Il serait inconvenant et inconcevable que quelqu’un entende ainsi jurer le curé de la paroisse, l’homme le plus respecté de la ville, la personnalité la plus en vue, la plus écoutée, autorité morale, incontestable et incontestée. La lune s’accroche, le jour pousse, le soleil se fait attendre. Derrière l’église, entre une rangée de buis centenaires et un escalier de pierres froides, le curé, une pelle à la main, creuse avec application : fébrile. La terre est dure. Des cailloux et les racines des buis rendent la progression de la pelle difficile. Le ciel commence à rosir. Des oiseaux vont et viennent d’arbre en arbre, de buisson en buisson. Le curé souffle, peine, souffre, pousse la pelle avec le pied, demande au ciel de lui venir en aide. De temps en temps, il passe la manche de sa soutane sur son front où coulent de grosses gouttes de sueur. Le jour arrive, le curé accélère la cadence. Inquiet, il regarde le trou et mesure le travail qui lui reste à faire. Il faut que le trou soit fini avant la première messe, qu’avant la première messe, il ait le temps d’aller se raser pour être présentable, aux yeux des quatre bigotes qui tous les matins, sans coup férir, viennent entendre la messe. Vieilles commères, à la langue acérée, qui si elles remarquent quelque chose d’inhabituel, dans ou en dehors de l’église, ne manquent pas de faire des commentaires, de supputer et de médire. Vieilles peaux décharnées à l’haleine fétide, au regard torve, au cœur sec. Depuis des années, tous les matins, en maniant le goupillon, au moment de la bénédiction, le curé rêve de défoncer le crâne de ces vipères.

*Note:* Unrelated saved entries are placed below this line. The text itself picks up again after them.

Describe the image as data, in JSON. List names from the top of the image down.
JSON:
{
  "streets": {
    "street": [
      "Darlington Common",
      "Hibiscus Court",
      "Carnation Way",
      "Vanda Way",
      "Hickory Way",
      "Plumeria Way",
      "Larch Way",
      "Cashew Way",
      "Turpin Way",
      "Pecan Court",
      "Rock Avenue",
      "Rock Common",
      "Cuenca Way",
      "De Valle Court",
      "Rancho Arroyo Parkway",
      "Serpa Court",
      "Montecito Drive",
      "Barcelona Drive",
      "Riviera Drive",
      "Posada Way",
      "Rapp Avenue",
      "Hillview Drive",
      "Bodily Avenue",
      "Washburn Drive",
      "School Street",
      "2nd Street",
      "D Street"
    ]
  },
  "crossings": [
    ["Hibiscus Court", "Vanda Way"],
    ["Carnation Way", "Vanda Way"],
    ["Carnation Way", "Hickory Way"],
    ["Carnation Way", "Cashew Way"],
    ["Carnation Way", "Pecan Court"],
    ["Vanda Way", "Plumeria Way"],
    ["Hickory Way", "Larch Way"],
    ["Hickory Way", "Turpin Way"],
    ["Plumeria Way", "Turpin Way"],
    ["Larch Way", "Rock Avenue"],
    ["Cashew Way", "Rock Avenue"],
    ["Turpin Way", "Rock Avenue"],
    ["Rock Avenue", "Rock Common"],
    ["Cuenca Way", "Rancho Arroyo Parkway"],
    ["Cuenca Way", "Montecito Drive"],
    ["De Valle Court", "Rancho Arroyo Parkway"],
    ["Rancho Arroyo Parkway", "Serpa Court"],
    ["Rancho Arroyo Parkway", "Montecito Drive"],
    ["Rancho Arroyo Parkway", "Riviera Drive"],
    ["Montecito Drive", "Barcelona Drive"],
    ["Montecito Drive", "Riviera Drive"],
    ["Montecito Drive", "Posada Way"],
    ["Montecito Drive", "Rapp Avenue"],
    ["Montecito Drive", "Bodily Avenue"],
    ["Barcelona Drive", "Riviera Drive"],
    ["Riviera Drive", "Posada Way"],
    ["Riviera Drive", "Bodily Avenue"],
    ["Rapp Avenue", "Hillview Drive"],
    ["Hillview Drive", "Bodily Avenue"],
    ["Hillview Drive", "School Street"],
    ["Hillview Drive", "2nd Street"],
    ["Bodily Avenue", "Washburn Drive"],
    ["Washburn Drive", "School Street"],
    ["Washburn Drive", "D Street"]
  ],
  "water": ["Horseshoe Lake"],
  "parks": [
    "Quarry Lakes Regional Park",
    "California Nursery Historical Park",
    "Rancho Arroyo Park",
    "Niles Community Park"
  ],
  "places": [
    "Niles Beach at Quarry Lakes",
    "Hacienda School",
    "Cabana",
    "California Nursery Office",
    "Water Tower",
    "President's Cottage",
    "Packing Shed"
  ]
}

Le trou est presque fini. Encore un petit effort. Il doit être assez grand et profond. Le curé s’arrête quelques secondes, s’étire, reprend son souffle. La nuit a été longue, difficile, violente, mais tellement bénéfique, porteuse d’espoir et de renouveau. Une nuit de grâce, de beauté, de prières et d’abandon entre les mains du Seigneur Dieu tout puissant. Une nuit comme il en existe peu dans la vie d’un curé. Une nuit où avec l’aide de Jésus, de Marie, de Joseph et de tous les saints, la main vengeresse de Dieu a guidé le bras du pasteur pour frapper la brebis égarée. Il va faire grand jour, le bras du pasteur est fatigué, la brebis égarée, enroulée dans un drap, attend le moment où Mr le curé la jettera dans le trou. Un peu de sang s’écoule entre les plis du drap. Encore un effort, le curé descend la brebis. Avant de la recouvrir de terre, il récite une dernière prière.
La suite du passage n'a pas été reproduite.